Investigate allowing async training for DLRM

mlcommons / training_policies

Issues related to MLPerf™ training policies, including rules and suggested changes

https://mlcommons.org/en/groups/training

Apache License 2.0

91 stars 65 forks source link

Investigate allowing async training for DLRM #273

Open bitfort opened 4 years ago

bitfort commented 4 years ago

This is a longer term issue to explore. Large models, such as a large recommender like DLRM, can benefit from async parts of the pipeline. These are optimizations commonly used to make large models performant in production; "the math changes on paper but not in practice". Some practitioners think this is an important optimization for certain models. It isn't clear how this fits into the rules for MLPerf, specifically closed division. It could make sense to allow this in closed because it is a relatively "vanilla" optimization, but it isn't how rules would be structured for this.

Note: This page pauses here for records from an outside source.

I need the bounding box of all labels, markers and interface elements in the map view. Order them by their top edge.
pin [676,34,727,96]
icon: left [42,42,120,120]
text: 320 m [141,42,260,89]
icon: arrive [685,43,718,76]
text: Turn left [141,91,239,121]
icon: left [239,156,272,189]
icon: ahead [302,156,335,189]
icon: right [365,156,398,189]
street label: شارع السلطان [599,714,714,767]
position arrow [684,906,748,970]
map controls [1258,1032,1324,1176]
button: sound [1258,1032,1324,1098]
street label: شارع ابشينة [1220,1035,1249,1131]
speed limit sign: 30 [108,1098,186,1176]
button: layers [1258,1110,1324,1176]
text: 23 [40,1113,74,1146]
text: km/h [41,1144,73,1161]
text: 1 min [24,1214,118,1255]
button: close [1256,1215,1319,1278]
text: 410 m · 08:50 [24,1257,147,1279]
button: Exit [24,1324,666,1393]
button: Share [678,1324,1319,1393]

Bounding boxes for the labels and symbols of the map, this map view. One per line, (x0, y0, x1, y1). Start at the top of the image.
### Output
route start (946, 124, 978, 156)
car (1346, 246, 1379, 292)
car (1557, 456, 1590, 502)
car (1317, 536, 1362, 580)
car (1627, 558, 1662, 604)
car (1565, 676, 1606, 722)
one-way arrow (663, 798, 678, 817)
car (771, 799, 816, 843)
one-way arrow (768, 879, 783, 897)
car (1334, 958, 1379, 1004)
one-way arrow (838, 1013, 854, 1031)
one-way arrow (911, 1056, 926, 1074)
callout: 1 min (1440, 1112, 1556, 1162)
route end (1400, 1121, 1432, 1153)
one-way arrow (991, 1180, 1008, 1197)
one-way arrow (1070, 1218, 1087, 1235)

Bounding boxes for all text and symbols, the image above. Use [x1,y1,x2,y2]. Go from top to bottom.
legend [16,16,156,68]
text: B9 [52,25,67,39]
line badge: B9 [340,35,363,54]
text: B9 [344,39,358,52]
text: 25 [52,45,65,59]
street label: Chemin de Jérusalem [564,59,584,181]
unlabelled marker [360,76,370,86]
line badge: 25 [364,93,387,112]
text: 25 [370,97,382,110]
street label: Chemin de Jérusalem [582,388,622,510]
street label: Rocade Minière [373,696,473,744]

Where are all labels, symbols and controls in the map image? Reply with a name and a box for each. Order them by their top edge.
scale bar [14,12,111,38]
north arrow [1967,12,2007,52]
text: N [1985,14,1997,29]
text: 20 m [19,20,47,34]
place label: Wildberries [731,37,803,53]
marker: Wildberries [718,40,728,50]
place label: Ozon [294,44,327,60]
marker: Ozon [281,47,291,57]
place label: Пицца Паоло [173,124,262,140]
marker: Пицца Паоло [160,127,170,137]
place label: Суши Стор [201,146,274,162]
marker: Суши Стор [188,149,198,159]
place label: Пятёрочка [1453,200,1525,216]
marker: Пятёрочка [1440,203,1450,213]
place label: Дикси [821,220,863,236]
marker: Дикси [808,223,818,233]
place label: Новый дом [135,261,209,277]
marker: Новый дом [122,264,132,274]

bitfort commented 4 years ago

AI(Tayo) -- sync with model owners on this idea.

nvpaulius commented 4 years ago

This is not allowed by the current rules - there was a ruling on stale gradients, which is what this would be: https://github.com/mlperf/training_policies/issues/36

robieta commented 4 years ago

Indeed. This is specifically a proposal to allow asynchrony for the embedding lookups of DLRM (not allowed by the current rules); all other updates would still be required to be synchronous.

tayo commented 4 years ago

This was discussed in the Special Topics meeting on January 30.

There were no objections to allowing this for DLRM. The proposer needs to make the case for this and have this agreed upon before the HParam deadline. The case should take the form of general proof that such overlapping is used, e.g. papers, testimonials.

bitfort commented 4 years ago

Postponed until next round.